*Task item*
Retype the records below word for word and omit any image.

++++++

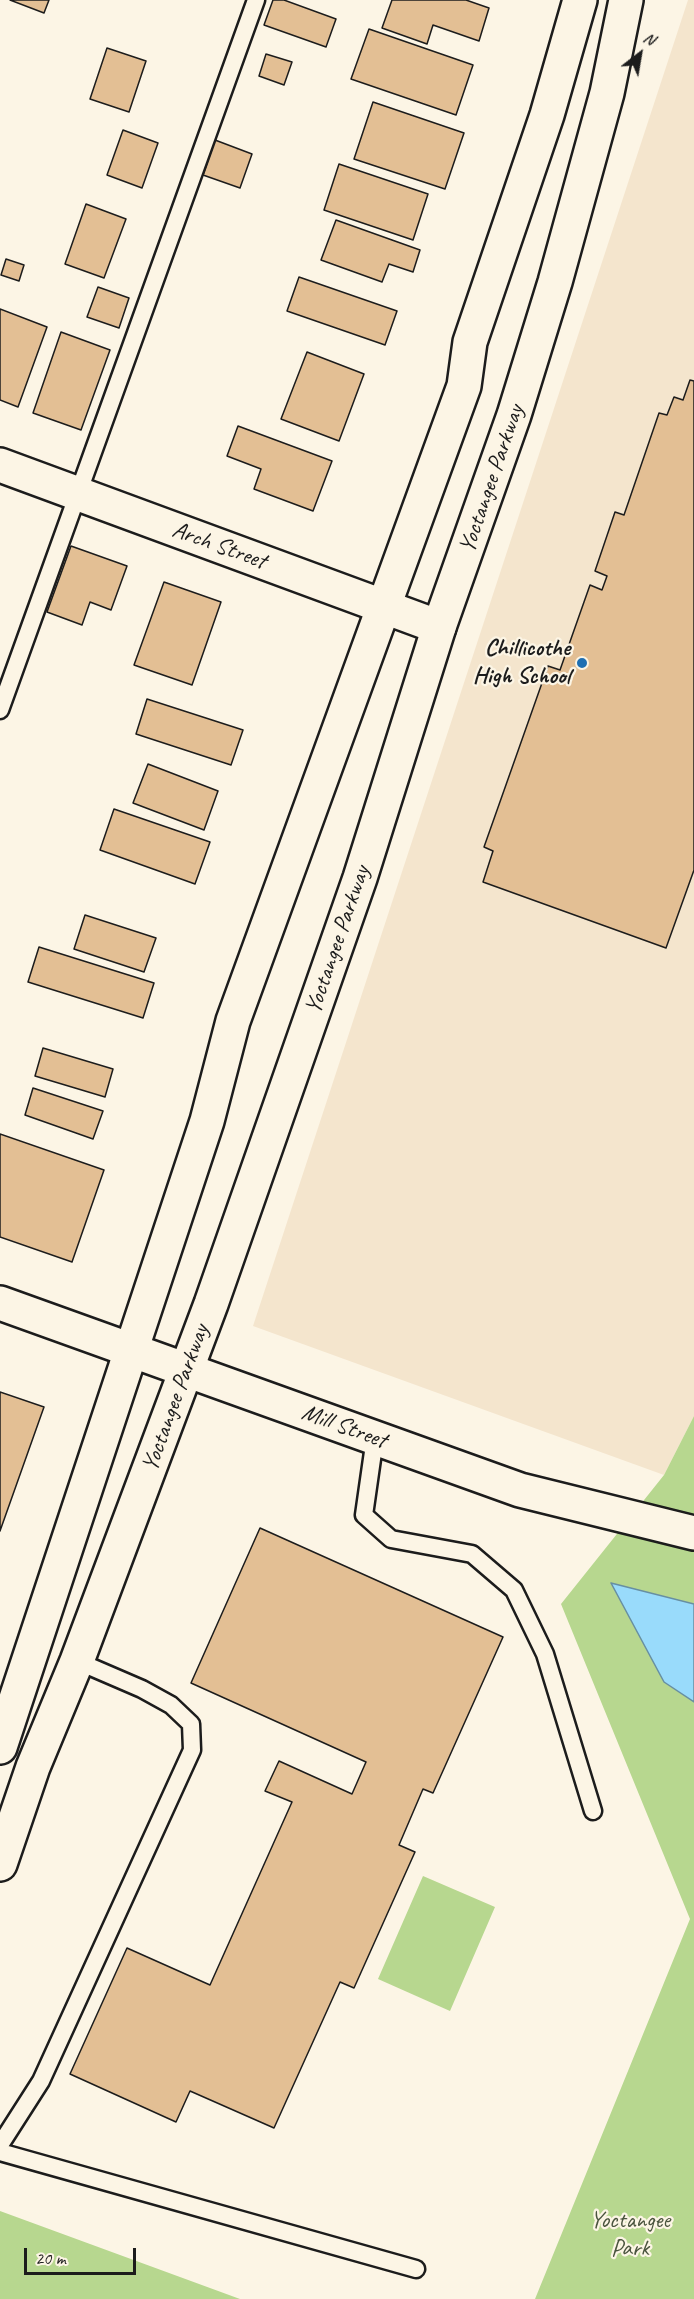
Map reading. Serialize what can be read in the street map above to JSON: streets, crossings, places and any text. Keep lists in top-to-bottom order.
{
  "streets": {
    "street": ["Yoctangee Parkway", "Arch Street", "Mill Street"]
  },
  "crossings": [
    ["Yoctangee Parkway", "Arch Street"],
    ["Yoctangee Parkway", "Mill Street"]
  ],
  "parks": ["Yoctangee Park"],
  "places": ["Chillicothe High School"],
  "scale_bar": "20 m",
  "north": "top right"
}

++++++

*Finished exercise*
Map reading. Serialize what can be read in the street map above to JSON: streets, crossings, places and any text. Keep lists in top-to-bottom order.
{
  "streets": {
    "street": ["Yoctangee Parkway", "Arch Street", "Mill Street"]
  },
  "crossings": [
    ["Yoctangee Parkway", "Arch Street"],
    ["Yoctangee Parkway", "Mill Street"]
  ],
  "parks": ["Yoctangee Park"],
  "places": ["Chillicothe High School"],
  "scale_bar": "20 m",
  "north": "top right"
}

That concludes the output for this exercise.